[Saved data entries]
☆ ☆ ☆
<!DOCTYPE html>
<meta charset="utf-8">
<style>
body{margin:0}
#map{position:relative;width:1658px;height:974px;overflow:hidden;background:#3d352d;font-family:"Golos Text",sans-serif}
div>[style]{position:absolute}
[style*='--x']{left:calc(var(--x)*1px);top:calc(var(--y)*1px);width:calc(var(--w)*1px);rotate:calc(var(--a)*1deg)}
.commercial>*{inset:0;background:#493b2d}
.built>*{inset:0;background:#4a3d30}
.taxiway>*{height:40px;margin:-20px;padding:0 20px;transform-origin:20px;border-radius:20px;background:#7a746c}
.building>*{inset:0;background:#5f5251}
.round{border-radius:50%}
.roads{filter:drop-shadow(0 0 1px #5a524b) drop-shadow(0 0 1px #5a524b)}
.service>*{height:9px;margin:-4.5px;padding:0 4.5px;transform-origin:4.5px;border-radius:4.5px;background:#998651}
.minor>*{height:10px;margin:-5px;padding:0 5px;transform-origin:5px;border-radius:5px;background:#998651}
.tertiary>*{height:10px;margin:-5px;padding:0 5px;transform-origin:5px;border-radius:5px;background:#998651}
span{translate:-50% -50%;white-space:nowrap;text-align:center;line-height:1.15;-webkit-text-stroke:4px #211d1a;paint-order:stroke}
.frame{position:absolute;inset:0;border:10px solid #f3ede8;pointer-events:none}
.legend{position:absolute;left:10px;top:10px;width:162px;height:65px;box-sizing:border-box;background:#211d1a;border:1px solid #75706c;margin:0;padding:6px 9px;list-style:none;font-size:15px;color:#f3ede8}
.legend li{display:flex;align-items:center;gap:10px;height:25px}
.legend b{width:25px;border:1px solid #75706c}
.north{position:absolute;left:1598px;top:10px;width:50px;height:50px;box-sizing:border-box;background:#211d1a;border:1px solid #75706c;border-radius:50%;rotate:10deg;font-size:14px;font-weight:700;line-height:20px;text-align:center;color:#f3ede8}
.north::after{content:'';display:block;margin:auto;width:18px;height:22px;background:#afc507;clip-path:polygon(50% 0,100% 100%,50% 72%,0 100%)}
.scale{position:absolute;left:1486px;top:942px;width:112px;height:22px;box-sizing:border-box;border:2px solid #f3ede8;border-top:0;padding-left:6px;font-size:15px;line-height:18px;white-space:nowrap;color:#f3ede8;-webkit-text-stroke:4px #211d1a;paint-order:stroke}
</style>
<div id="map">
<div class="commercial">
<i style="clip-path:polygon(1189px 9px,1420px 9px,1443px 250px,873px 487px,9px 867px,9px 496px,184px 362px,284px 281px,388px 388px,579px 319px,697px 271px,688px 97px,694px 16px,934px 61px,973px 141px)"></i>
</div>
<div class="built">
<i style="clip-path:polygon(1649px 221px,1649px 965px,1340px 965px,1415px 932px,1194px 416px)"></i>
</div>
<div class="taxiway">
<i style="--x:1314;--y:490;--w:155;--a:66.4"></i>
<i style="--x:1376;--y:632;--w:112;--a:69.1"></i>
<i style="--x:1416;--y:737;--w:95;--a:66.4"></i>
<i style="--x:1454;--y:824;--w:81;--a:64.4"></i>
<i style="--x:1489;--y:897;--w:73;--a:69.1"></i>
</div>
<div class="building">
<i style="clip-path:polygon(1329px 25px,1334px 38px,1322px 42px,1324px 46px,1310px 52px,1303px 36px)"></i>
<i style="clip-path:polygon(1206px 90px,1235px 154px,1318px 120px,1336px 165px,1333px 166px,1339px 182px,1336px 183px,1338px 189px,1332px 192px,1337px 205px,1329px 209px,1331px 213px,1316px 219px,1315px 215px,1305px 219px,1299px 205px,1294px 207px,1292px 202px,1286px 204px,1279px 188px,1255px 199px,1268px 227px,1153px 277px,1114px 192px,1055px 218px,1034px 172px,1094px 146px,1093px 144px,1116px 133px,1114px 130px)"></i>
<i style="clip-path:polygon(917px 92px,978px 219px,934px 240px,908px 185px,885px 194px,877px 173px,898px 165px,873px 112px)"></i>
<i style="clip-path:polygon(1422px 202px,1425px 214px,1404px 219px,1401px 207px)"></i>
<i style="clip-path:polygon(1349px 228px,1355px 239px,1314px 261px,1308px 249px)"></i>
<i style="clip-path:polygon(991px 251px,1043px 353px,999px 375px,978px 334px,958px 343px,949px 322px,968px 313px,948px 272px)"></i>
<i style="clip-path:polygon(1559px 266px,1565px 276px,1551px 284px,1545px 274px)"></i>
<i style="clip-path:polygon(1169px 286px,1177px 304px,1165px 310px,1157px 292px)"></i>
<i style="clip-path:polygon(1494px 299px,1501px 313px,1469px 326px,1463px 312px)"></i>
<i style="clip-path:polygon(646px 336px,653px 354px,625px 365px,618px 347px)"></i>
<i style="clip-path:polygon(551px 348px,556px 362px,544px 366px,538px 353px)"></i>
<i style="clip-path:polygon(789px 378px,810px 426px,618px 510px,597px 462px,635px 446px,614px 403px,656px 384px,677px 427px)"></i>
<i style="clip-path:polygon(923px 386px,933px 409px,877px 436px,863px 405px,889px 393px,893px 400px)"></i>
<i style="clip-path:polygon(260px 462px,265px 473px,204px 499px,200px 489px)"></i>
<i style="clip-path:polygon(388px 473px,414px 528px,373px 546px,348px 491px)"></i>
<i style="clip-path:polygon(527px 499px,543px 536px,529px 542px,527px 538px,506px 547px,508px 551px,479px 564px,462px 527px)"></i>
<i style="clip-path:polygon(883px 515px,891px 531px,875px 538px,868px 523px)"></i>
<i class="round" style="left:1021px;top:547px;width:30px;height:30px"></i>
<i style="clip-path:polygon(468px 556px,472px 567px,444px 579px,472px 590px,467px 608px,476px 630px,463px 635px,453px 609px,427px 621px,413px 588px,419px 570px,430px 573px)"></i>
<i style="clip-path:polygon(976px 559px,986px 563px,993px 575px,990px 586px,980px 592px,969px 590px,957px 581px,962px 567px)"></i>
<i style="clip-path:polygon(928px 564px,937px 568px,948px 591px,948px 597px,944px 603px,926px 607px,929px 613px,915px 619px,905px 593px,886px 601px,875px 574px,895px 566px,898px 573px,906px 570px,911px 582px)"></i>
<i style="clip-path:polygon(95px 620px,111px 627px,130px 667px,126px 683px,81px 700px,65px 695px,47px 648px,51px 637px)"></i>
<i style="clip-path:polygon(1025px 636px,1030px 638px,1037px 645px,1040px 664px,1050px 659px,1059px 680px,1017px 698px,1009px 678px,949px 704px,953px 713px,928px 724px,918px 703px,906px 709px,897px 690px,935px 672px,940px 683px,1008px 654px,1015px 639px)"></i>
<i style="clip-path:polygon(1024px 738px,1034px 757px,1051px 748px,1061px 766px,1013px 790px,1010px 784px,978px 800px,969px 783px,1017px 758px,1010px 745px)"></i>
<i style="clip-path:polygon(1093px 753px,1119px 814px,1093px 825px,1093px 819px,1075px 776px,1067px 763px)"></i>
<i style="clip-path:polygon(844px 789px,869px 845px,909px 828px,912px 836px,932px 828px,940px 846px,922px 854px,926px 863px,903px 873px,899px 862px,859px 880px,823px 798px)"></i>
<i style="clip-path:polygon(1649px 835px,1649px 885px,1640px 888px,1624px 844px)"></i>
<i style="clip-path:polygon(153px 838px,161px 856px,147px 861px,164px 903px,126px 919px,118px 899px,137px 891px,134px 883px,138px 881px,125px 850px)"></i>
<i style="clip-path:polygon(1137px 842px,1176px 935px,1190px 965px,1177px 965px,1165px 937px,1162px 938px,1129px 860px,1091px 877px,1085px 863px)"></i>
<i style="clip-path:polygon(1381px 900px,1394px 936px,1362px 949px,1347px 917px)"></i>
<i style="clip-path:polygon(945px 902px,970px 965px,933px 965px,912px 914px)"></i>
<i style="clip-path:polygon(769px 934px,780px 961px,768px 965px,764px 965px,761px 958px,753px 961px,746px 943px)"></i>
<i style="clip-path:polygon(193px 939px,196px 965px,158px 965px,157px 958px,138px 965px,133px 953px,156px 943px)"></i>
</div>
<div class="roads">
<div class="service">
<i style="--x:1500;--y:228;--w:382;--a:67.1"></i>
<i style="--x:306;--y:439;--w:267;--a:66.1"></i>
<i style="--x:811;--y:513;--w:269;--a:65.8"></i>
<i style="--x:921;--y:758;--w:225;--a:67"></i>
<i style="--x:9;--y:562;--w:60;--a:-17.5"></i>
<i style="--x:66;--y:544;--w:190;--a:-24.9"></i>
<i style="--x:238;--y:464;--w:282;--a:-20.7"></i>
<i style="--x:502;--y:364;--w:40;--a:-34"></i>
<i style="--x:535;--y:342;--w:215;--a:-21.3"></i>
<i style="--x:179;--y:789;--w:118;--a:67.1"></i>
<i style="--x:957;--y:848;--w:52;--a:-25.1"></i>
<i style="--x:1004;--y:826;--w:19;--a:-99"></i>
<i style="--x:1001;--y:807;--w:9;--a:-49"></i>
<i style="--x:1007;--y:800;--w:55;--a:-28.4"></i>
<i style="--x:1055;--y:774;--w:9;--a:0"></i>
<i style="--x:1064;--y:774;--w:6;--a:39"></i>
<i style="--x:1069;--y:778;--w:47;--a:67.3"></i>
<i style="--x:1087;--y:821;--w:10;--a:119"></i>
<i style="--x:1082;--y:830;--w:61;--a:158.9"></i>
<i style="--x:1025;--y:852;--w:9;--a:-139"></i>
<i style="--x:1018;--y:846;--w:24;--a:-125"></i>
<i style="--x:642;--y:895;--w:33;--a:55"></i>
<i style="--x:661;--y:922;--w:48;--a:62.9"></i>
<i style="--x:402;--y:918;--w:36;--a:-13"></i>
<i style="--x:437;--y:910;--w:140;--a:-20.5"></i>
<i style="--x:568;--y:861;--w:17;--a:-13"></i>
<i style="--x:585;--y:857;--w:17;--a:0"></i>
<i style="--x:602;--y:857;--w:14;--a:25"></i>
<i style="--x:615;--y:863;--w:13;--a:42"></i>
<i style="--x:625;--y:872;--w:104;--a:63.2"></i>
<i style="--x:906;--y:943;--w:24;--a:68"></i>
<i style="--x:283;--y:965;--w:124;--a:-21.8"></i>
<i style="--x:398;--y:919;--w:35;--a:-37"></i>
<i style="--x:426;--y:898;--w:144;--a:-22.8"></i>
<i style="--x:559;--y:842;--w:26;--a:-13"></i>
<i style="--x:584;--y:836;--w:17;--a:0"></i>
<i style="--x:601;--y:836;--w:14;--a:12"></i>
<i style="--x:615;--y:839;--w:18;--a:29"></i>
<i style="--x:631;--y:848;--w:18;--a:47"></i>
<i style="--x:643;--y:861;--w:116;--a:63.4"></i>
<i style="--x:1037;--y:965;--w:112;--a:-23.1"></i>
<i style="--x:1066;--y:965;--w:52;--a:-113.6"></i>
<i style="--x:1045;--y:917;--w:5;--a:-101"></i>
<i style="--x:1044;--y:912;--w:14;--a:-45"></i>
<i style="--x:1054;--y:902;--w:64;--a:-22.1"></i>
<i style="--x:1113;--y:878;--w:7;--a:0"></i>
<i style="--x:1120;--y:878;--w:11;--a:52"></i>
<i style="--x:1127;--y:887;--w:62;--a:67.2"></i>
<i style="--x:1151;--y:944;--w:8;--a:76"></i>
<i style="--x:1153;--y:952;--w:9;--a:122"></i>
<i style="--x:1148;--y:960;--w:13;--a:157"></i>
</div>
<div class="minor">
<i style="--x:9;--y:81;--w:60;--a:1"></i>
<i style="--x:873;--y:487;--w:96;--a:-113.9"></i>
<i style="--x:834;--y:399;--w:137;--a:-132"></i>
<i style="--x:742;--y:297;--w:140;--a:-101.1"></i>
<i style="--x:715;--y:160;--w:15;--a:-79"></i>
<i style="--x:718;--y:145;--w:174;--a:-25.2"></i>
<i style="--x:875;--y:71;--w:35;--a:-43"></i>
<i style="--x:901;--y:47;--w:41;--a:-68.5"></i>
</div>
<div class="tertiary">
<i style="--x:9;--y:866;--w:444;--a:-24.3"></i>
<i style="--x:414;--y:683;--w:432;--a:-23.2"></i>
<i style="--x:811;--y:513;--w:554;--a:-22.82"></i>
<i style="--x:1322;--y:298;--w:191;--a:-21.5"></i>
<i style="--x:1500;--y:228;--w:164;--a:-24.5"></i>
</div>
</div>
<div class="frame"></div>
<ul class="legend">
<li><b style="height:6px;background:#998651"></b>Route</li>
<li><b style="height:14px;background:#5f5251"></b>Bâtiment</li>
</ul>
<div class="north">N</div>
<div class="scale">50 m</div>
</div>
☆ ☆ ☆
[Problem]
When a line of the records has the word "roads", pick it out and copy it.

[Response box]
.roads{filter:drop-shadow(0 0 1px #5a524b) drop-shadow(0 0 1px #5a524b)}
<div class="roads">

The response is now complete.